> [Required work] Wherever a line in the material contains the word "Honkasuontie", copy that line.
┏━━
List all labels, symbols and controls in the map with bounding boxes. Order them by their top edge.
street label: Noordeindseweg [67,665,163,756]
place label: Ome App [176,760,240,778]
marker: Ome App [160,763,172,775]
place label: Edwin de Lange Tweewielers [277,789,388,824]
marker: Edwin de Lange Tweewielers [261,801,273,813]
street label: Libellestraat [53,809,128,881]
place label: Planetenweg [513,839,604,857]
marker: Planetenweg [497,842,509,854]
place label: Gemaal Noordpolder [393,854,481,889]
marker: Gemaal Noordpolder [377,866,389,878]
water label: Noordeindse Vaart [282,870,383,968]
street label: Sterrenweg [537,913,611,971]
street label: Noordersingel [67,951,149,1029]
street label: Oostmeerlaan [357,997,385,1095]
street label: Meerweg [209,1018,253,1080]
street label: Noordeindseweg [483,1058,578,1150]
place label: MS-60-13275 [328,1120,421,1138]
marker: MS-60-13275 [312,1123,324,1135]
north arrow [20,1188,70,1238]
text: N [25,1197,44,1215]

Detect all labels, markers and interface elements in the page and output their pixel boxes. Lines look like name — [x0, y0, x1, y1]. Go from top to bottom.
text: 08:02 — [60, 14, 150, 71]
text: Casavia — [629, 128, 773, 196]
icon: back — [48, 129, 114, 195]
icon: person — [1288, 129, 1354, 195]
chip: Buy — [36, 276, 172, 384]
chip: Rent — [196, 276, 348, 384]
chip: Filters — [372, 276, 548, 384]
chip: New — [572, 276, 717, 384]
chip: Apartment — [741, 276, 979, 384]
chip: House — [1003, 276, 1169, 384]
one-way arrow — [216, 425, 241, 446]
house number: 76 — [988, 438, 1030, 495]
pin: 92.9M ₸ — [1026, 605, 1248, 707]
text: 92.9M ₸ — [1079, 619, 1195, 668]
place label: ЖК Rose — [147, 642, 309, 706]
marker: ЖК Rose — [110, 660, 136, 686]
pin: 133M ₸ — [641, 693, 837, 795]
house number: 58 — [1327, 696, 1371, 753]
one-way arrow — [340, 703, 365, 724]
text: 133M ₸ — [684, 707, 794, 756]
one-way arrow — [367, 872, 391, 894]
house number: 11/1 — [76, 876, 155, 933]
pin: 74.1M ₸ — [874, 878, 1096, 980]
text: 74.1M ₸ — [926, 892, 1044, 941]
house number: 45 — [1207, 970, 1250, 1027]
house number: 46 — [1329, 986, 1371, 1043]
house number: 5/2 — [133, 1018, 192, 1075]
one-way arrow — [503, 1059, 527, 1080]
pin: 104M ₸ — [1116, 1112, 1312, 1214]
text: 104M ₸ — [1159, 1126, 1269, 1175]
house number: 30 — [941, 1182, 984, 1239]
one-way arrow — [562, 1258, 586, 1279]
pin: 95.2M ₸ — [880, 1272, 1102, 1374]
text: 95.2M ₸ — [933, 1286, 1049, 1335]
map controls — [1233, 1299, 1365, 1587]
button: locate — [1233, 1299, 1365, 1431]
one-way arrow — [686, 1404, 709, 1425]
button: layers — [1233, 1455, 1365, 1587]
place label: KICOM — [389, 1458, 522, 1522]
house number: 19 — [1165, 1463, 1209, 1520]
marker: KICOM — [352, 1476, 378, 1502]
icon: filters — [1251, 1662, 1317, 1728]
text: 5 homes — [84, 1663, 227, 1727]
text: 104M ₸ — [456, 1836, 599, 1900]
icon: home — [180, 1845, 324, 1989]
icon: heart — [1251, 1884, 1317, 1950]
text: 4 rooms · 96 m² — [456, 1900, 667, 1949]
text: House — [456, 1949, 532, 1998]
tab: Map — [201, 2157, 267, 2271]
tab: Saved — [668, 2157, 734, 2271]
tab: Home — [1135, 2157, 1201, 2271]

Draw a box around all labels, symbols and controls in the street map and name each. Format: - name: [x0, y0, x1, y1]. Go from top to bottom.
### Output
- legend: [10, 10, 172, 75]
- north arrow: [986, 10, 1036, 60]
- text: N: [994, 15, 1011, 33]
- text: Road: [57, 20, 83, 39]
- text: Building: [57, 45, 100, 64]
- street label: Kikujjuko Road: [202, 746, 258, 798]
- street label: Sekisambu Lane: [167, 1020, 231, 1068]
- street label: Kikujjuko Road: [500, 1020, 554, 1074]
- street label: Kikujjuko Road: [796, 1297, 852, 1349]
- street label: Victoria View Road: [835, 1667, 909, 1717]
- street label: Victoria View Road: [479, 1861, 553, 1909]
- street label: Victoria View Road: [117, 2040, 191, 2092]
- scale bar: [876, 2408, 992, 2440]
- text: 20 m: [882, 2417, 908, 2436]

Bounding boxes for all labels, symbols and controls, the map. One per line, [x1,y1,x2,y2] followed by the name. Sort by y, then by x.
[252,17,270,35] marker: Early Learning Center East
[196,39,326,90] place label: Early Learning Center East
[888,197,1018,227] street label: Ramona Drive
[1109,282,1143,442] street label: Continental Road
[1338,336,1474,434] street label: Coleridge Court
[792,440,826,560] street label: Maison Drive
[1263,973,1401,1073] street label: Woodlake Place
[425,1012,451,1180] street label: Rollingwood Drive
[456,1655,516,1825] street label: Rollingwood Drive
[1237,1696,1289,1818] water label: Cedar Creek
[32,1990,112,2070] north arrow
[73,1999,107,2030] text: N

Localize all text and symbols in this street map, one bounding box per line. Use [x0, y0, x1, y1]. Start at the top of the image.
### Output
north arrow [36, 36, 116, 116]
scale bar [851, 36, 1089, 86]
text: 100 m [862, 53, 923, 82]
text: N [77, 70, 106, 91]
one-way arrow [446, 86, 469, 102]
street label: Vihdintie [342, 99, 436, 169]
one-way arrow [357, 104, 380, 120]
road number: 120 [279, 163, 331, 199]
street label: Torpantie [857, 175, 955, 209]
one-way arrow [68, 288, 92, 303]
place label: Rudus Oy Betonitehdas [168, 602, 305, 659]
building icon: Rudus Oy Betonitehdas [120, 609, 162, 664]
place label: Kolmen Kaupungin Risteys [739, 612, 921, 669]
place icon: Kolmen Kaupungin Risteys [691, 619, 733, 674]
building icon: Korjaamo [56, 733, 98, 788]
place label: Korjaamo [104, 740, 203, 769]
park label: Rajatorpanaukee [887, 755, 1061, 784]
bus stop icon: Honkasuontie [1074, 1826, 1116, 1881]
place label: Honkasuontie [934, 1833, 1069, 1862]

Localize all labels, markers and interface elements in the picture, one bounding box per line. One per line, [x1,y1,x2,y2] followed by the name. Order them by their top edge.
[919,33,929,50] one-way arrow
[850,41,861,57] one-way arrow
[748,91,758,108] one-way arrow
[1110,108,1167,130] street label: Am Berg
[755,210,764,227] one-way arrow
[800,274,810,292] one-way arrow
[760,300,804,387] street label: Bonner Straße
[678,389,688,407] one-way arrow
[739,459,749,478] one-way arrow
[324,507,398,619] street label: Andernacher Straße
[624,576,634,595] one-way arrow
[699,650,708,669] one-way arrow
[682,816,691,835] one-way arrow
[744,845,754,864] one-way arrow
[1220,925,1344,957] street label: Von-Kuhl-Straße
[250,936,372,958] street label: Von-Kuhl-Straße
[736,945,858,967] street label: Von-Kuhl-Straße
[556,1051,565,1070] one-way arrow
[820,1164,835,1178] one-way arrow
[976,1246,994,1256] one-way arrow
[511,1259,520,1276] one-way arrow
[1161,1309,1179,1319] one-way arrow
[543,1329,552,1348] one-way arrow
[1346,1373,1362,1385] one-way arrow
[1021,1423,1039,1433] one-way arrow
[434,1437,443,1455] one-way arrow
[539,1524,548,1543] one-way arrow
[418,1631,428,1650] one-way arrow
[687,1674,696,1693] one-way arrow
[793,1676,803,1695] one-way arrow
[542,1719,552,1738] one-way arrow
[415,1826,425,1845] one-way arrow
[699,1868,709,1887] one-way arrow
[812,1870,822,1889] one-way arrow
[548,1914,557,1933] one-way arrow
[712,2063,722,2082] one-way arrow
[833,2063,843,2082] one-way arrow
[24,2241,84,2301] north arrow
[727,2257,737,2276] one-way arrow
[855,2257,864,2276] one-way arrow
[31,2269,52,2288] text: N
┗━━
> [Answer to this task]
bus stop icon: Honkasuontie [1074, 1826, 1116, 1881]
place label: Honkasuontie [934, 1833, 1069, 1862]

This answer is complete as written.